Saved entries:
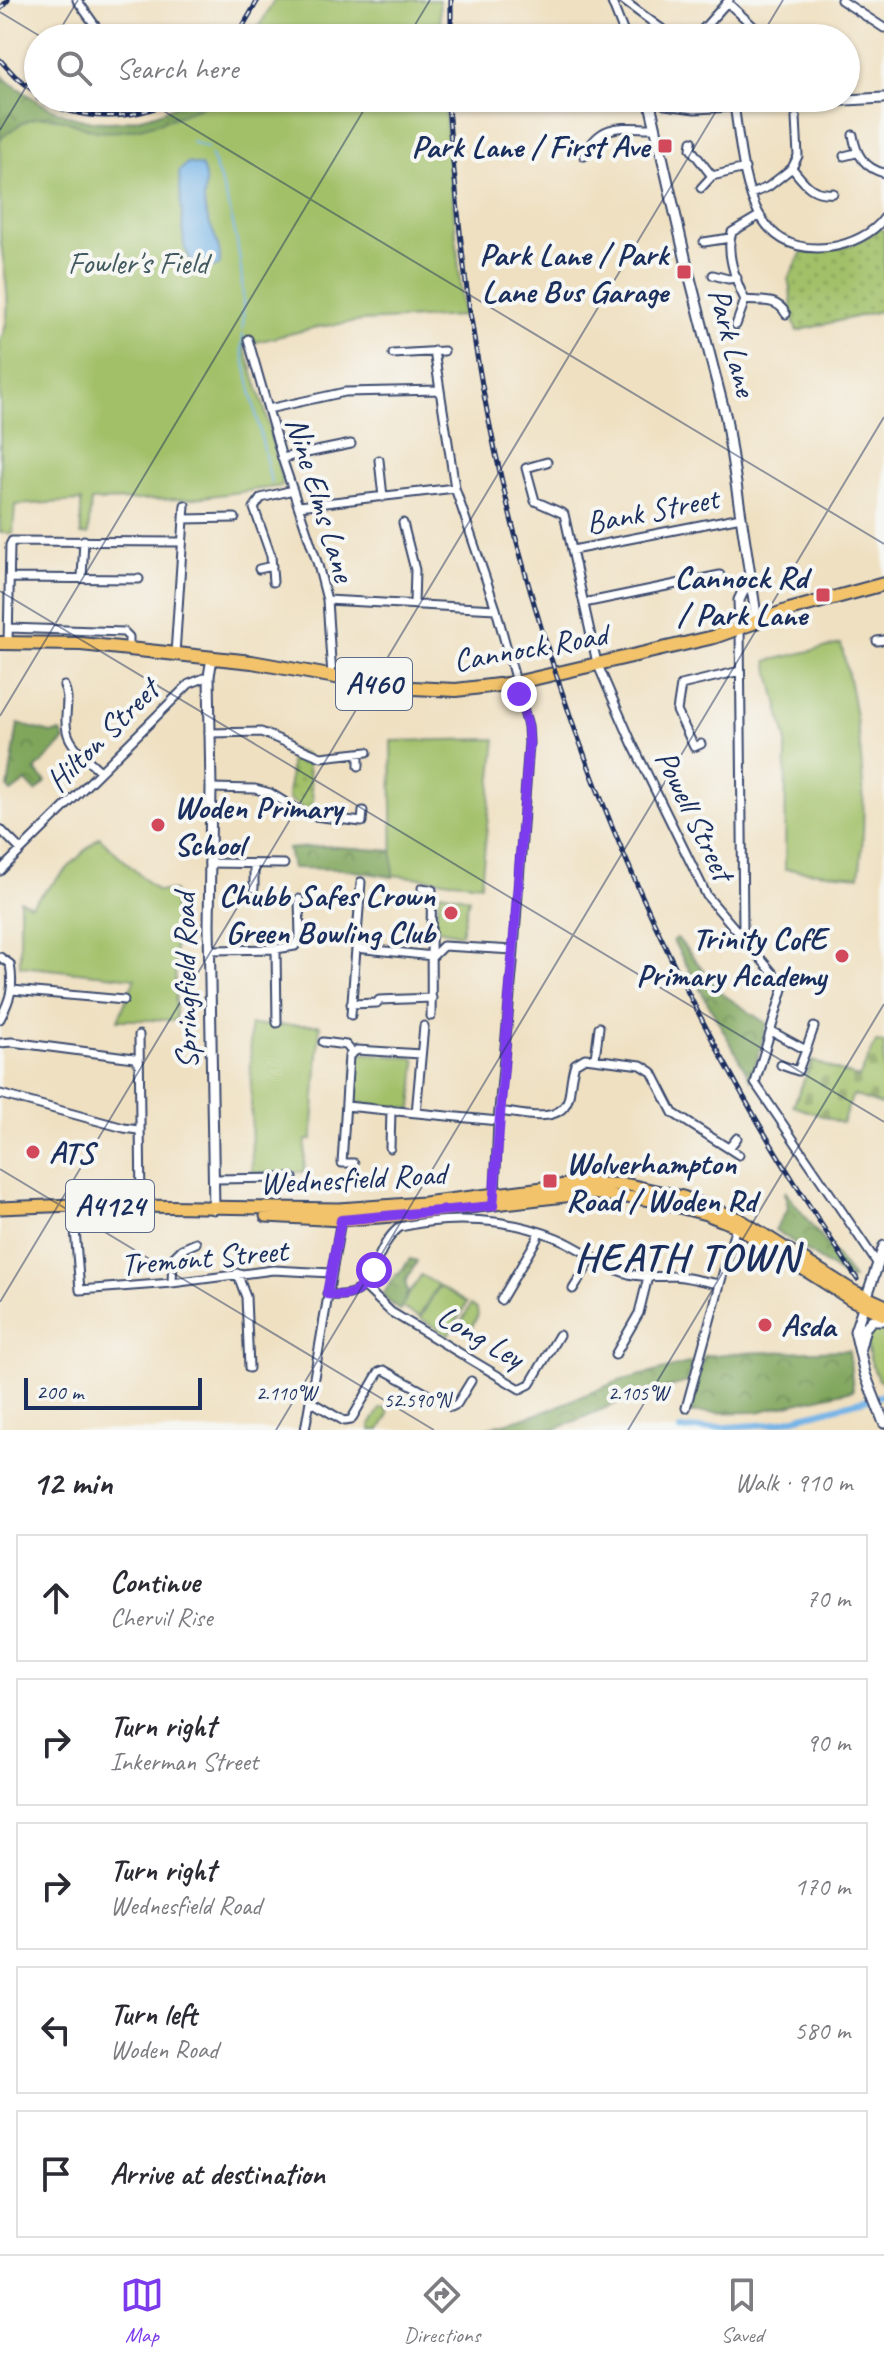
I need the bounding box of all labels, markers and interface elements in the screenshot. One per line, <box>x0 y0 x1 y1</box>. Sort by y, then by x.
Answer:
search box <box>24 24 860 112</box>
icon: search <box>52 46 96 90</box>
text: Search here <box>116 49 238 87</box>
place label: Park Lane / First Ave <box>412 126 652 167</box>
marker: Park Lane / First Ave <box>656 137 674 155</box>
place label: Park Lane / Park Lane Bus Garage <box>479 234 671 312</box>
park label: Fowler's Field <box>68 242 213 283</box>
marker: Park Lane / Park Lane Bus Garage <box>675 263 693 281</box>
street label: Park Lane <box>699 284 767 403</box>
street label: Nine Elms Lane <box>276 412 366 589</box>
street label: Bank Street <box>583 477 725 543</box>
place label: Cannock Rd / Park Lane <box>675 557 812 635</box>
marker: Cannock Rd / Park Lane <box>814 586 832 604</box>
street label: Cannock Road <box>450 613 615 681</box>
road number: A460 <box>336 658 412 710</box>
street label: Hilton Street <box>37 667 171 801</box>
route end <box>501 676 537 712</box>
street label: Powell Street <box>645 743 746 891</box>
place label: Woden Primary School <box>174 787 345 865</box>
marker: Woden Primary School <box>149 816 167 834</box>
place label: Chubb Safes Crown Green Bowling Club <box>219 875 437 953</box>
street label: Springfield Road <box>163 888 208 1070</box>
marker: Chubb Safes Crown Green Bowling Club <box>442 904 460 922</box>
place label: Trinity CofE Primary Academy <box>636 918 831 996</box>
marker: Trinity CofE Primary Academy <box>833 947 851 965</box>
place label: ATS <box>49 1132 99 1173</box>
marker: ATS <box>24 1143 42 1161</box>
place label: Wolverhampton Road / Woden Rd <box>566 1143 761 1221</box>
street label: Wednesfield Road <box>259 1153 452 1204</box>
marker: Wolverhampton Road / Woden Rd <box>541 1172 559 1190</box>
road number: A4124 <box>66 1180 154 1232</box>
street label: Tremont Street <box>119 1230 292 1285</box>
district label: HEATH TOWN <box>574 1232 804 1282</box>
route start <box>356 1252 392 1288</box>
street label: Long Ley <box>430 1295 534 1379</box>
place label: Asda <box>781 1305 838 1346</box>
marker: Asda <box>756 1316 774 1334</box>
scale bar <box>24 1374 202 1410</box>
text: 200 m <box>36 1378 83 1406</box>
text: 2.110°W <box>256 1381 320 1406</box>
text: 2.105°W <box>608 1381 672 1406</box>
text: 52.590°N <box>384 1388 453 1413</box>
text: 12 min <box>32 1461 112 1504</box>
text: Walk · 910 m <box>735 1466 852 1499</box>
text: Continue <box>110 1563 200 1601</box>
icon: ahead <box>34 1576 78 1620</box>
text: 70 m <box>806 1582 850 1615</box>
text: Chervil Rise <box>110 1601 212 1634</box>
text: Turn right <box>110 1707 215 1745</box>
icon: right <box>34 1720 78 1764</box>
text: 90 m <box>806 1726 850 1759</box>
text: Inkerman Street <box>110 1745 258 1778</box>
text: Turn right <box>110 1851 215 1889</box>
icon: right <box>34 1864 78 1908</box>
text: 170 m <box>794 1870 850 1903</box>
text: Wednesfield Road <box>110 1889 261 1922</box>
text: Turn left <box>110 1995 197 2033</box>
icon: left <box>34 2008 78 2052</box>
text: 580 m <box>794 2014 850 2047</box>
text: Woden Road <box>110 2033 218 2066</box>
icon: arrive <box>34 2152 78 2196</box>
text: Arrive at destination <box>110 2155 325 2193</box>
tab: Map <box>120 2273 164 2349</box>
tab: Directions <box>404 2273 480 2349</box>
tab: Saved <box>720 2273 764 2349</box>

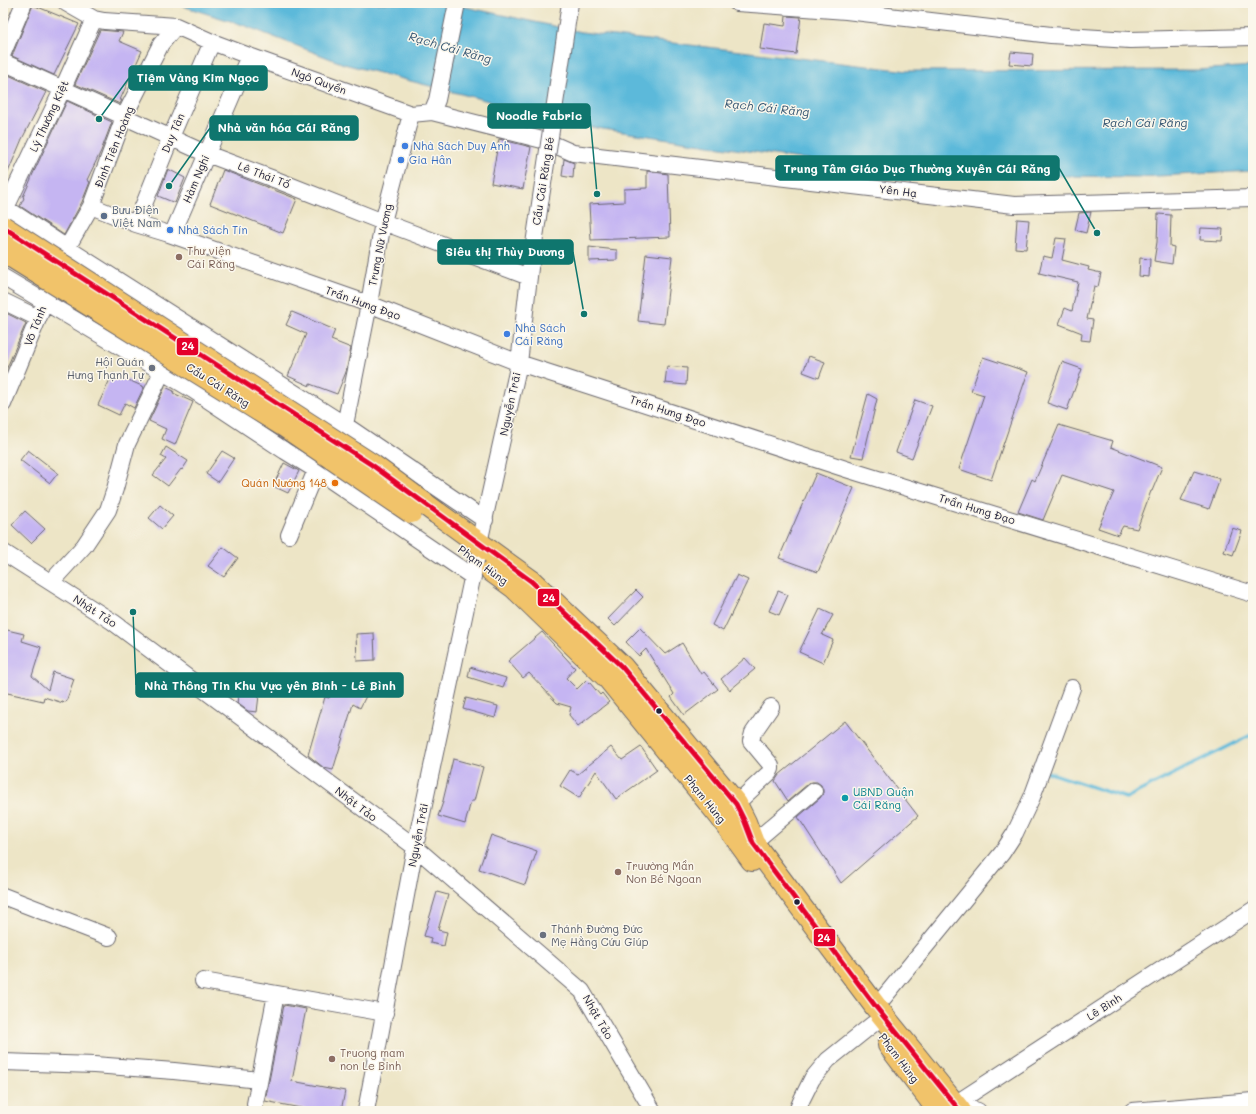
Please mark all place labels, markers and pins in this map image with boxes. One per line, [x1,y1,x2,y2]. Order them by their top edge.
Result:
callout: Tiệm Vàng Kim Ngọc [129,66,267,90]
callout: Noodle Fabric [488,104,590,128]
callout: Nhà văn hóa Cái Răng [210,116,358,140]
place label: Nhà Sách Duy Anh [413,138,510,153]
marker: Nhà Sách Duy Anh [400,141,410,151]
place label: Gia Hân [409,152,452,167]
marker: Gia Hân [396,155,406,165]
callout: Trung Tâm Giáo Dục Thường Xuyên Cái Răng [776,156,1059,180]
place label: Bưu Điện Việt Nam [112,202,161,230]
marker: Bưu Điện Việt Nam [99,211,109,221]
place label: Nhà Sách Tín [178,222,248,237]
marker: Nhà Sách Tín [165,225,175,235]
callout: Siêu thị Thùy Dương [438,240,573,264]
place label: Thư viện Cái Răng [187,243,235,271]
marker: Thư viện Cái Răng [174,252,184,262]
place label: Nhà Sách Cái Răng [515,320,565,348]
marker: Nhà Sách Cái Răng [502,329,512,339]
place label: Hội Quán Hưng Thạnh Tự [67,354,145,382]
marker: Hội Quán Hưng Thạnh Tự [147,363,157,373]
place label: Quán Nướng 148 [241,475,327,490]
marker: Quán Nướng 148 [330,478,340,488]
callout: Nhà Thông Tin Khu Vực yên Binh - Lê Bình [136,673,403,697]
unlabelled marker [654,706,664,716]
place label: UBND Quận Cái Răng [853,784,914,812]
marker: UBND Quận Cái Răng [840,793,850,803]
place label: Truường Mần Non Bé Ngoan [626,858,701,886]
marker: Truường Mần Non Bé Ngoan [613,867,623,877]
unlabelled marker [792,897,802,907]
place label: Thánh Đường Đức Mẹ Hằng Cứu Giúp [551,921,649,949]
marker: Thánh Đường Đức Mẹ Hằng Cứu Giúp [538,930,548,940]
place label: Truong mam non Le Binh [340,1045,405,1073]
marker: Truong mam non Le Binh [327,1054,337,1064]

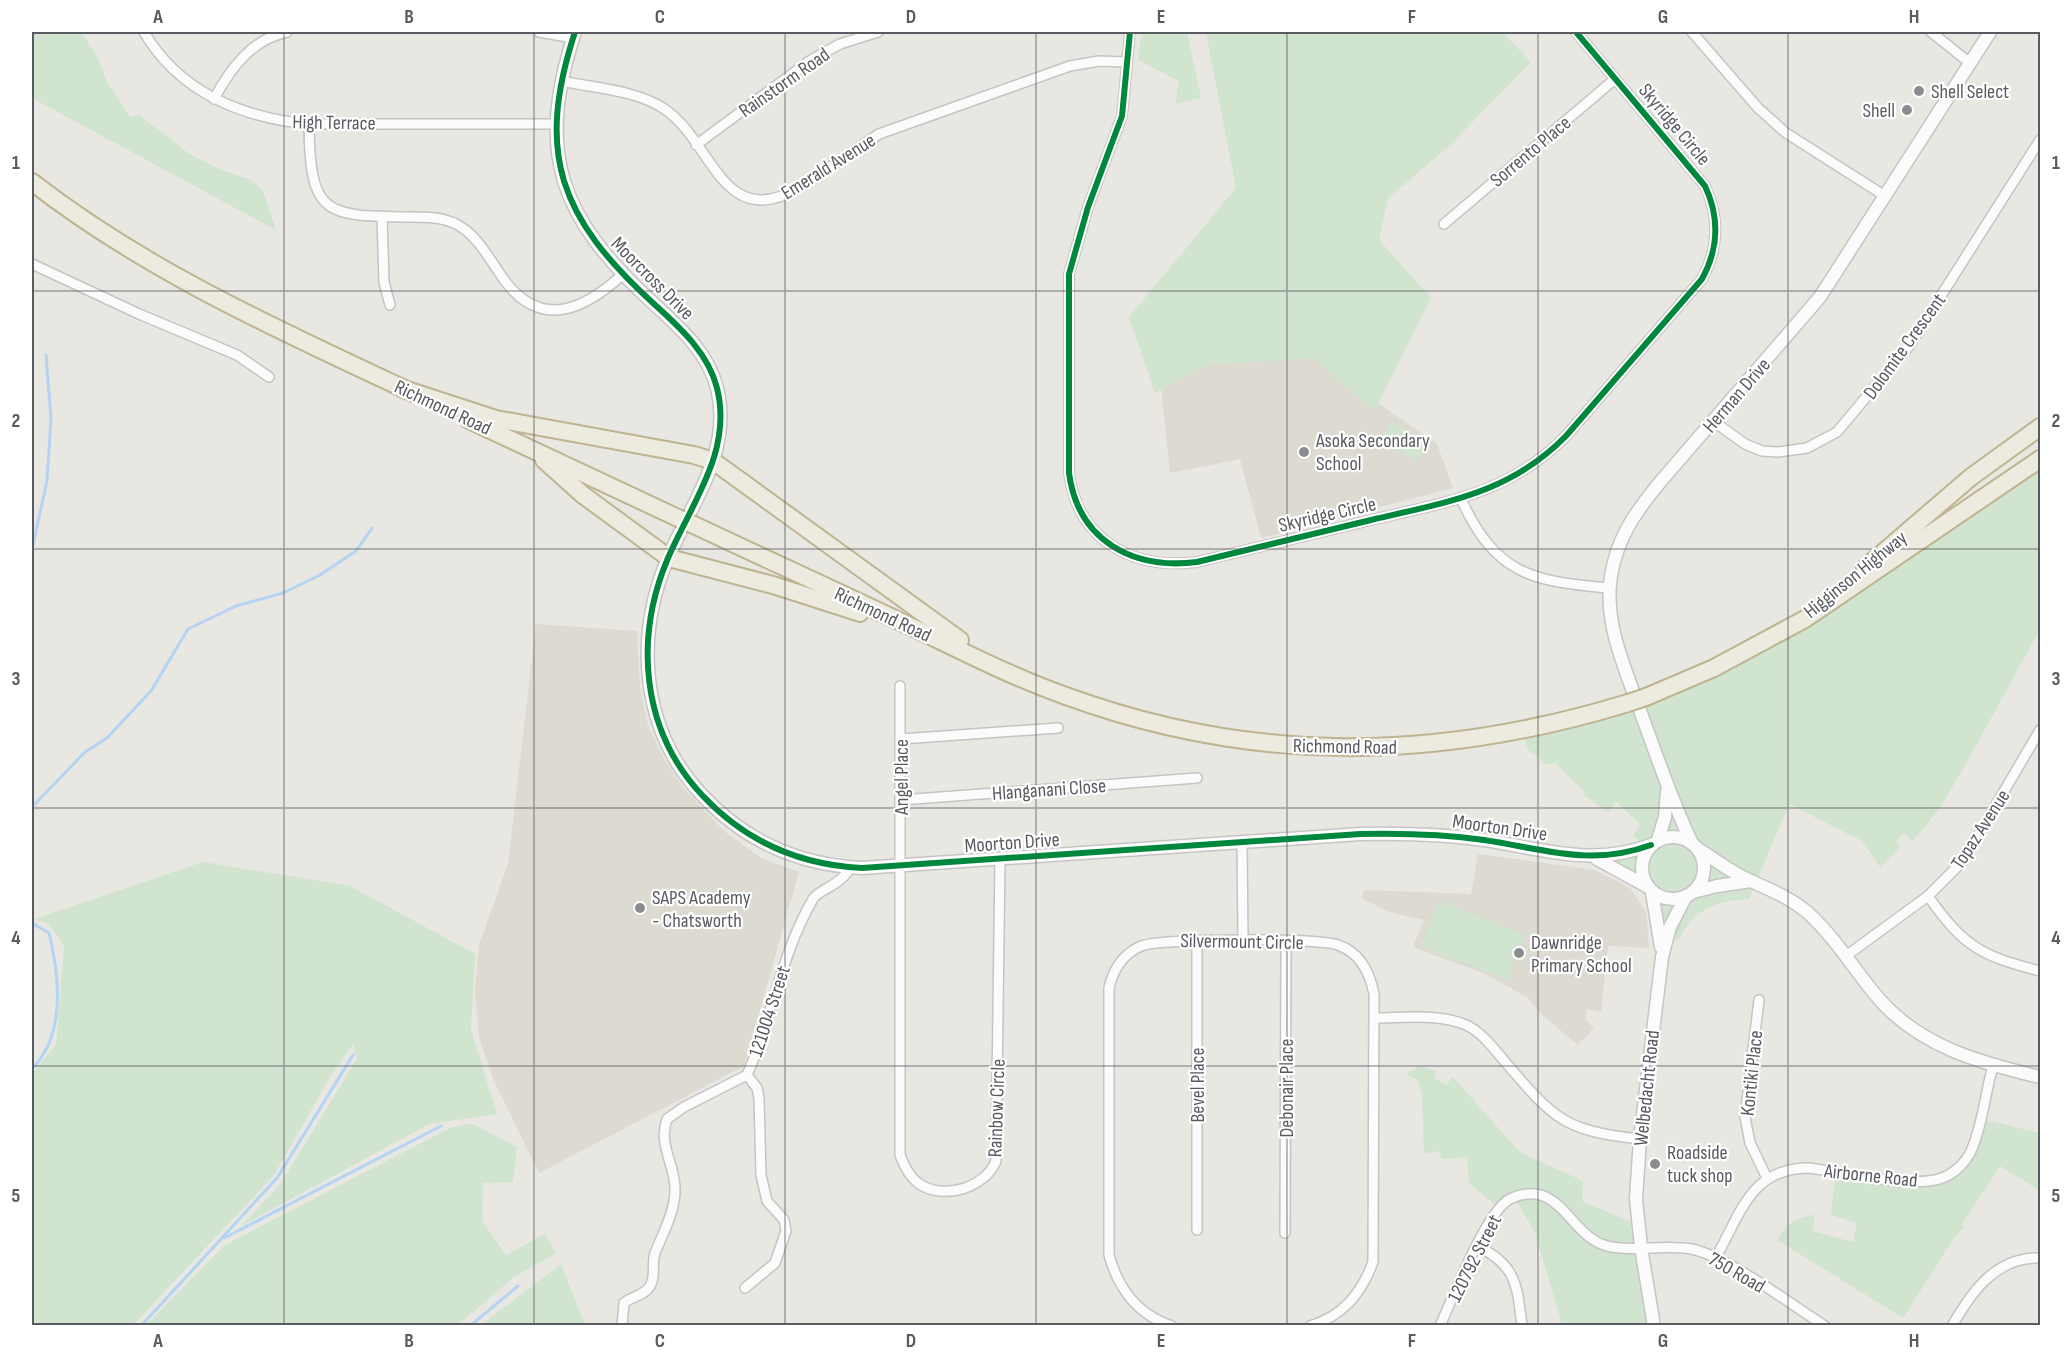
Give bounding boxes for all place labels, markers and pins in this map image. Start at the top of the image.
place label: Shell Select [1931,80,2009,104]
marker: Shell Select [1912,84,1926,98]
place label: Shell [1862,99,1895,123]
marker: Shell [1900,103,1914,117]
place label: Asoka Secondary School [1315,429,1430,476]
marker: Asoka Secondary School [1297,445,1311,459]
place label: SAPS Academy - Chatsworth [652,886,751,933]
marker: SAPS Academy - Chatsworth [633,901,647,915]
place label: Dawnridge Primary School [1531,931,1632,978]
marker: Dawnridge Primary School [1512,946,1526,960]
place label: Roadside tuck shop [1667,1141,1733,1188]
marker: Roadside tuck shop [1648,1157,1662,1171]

Work to complete: Which lines in the records above contain the string "Binh"? Copy them.

Result for this task:
callout: Nhà Thông Tin Khu Vực yên Binh - Lê Bình [136,673,403,697]
place label: Truong mam non Le Binh [340,1045,405,1073]
marker: Truong mam non Le Binh [327,1054,337,1064]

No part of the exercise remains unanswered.